More than a thousand passengers were expecting to arrive in Paris from Hendaye at 4:20pm on Sunday, but ended up enduring a night of “hell”, according to one.
"Really, it was hell. That's the state of mind," Christelle told AFP.
Another passenger, Elise Michel, added: "With the suitcases, with the children, we stayed in the dark in the train without air conditioning, without anything to eat or drink, it was really deplorable".
Florian Michel said "we were informed of absolutely nothing, we felt that the news was a bit muddy, but everyone was patient and rather very nice.”
Their double TGV train was first held up in Morcenx, and then Ychoux, after an electrical incident.
Eventually they arrived in Paris late on Monday morning.
That was perhaps just the most extreme example of disruption to train services coming into Paris on Sunday, as people made their way home on the last weekend of the holidays.
Some 400 passengers, among the last to have been able to reach the capital, arrived shortly after 6pm at the Montparnasse station.
“At one point, the train stopped in the middle of the track, we were all very afraid”, said an AFP journalist who was on the train.
“I never thought I'd be so happy to be back in Paris,” exclaimed a pensioner.
Two other trains, besides the one stuck overnight, were scheduled for arrival at Paris-Montparnasse at 10pm, but had to turn back to Hendaye where the trains terminated.
Coaches then transported the passengers to Bordeaux, where they could catch a TGV in the afternoon.
Chain of incidents
The SNCF has launched an internal investigation into what happened.
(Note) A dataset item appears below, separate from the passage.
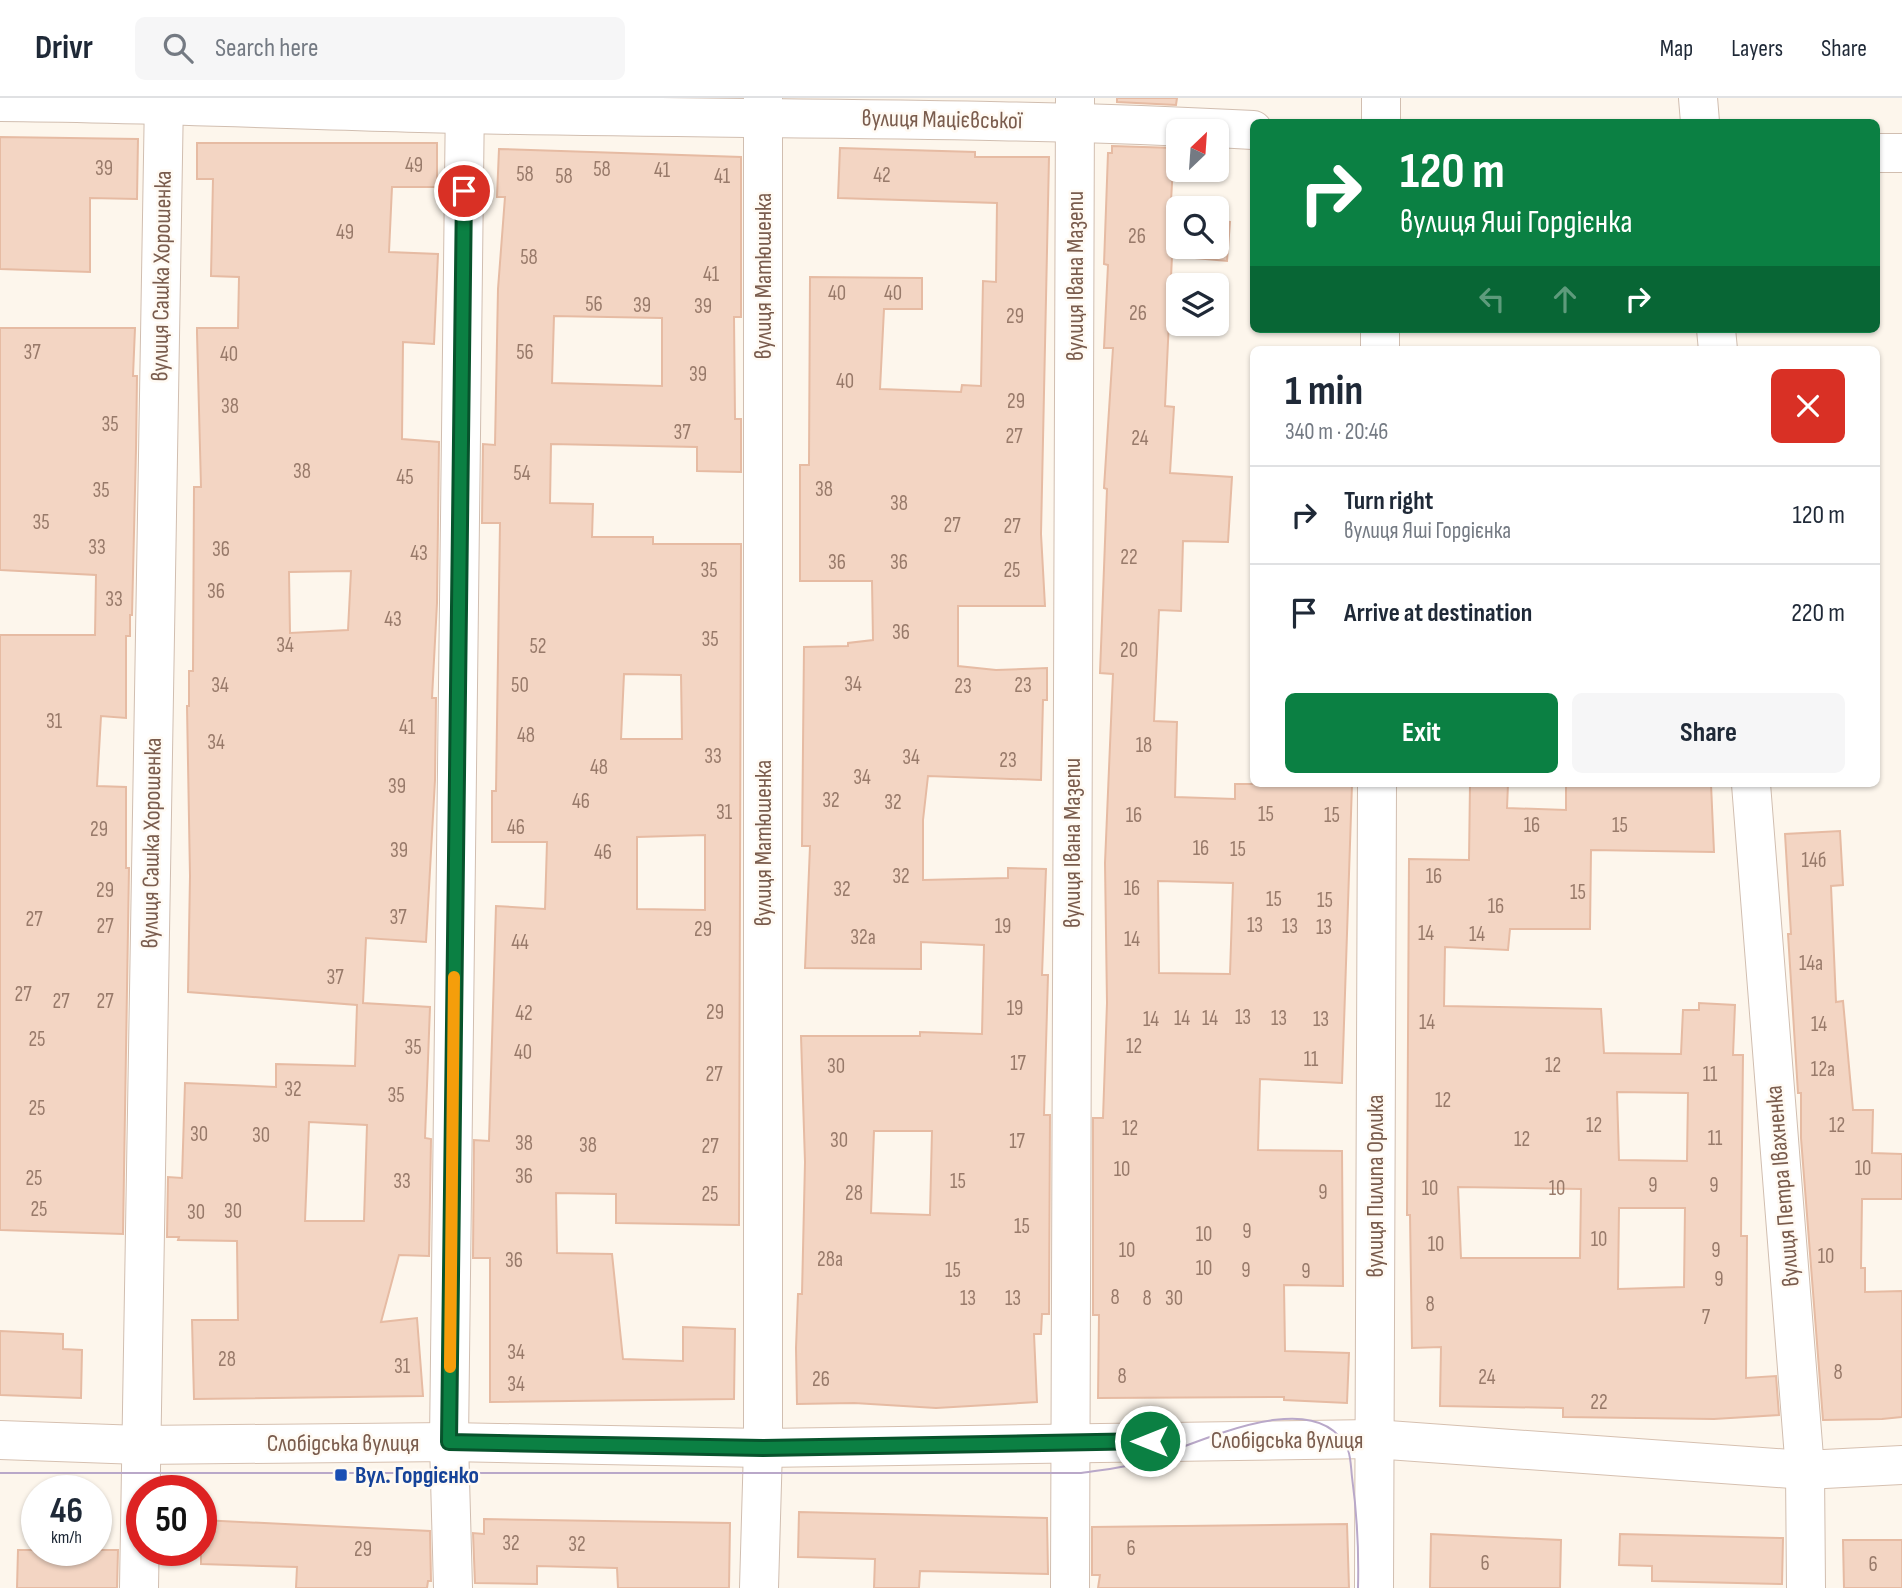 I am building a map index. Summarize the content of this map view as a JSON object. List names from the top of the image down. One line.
{"streets":{"street":["вулиця Мацієвської","вулиця Сашка Хорошенка","вулиця Матюшенка","вулиця Івана Мазепи","вулиця Пилипа Орлика","вулиця Петра Івахненка","Слобідська вулиця"]},"crossings":[["вулиця Мацієвської","вулиця Сашка Хорошенка"],["вулиця Мацієвської","вулиця Матюшенка"],["вулиця Мацієвської","вулиця Івана Мазепи"],["вулиця Сашка Хорошенка","Слобідська вулиця"],["вулиця Матюшенка","Слобідська вулиця"],["вулиця Івана Мазепи","Слобідська вулиця"],["вулиця Пилипа Орлика","Слобідська вулиця"],["вулиця Петра Івахненка","Слобідська вулиця"]],"places":{"transit":["Вул. Гордієнко"]},"house_numbers":["49","39","58","41","58","42","58","41","49","26","58","41","40","40","56","39","39","26","29","37","56","40","39","40","29","38","35","37","27","24","38","54","45","38","35","38","35","27","27","33","36","43","22","36","36","35","25","36","33","43","36","35","34","52","20","34","34","50","23","23","31","41","48","34","18","33","34","23","48","34","39","32","46","32","31","15","16","15","16","15","46","29","16","15","39","46","14б","32","16","16","32","29","15","15","15","16","37","27","13","27","19","13","13","29","14","14","32а","14","44","14а","37","27","27","27","19","29","42","13","14","14","13","14","13","14","14","25","12","35","40","11","17","12","30","12а","27","11","32","35","12","25","12","12","12","30","30","11","12","30","17","38","38","27","10","10","36","25","33","15","9","9","10","10","9","28","25","25","30","30","15","9","10","10","10","10","9","10","28а","36","10","15","9","9","9","8","13","13","8","30","8","7","34","28","31","8","8","24","26","34","22","32","32","6","29","6","6"],"north":"top right","page":{"header":"Drivr","search":"Search here","nav":["Map","Layers","Share"],"turn":["120 m","вулиця Яші Гордієнка"],"heading":["1 min","340 m · 20:46"],"list":[{"name":"Turn right","note":"вулиця Яші Гордієнка","value":"120 m"},{"name":"Arrive at destination","value":"220 m"}],"buttons":["Exit","Share"],"speed":"46 km/h","limit":"50"}}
Acknowledging “extraordinary delays”, SNCF CEO Christophe Fanichet offered passengers "the SNCF's sincerest apologies" on his Twitter account.
He indicated that he would go”tonight to the New-Aquitaine region to understand with the teams what happened and to learn all the lessons”.
“This is an exceptional event that has created a chain of incidents that led, at one point, no follow-up, the interruption of traffic,” said Jean-Luc Gary, territorial director of the SNCF New Aquitaine network.
According to him, a faulty overhead line has been identified, which has “damaged the line in several places”.
“Over almost the whole of Southern Aquitaine, events have occurred again and are undoubtedly linked to the same cause. What we don't know at this time is who did what, who created what,” he added.
The circulation of trains should resume on Tuesday, according to the SNCF, which said that passengers on the three trains would be compensated up to 300% and “all related costs, hotels and cabs” reimbursed.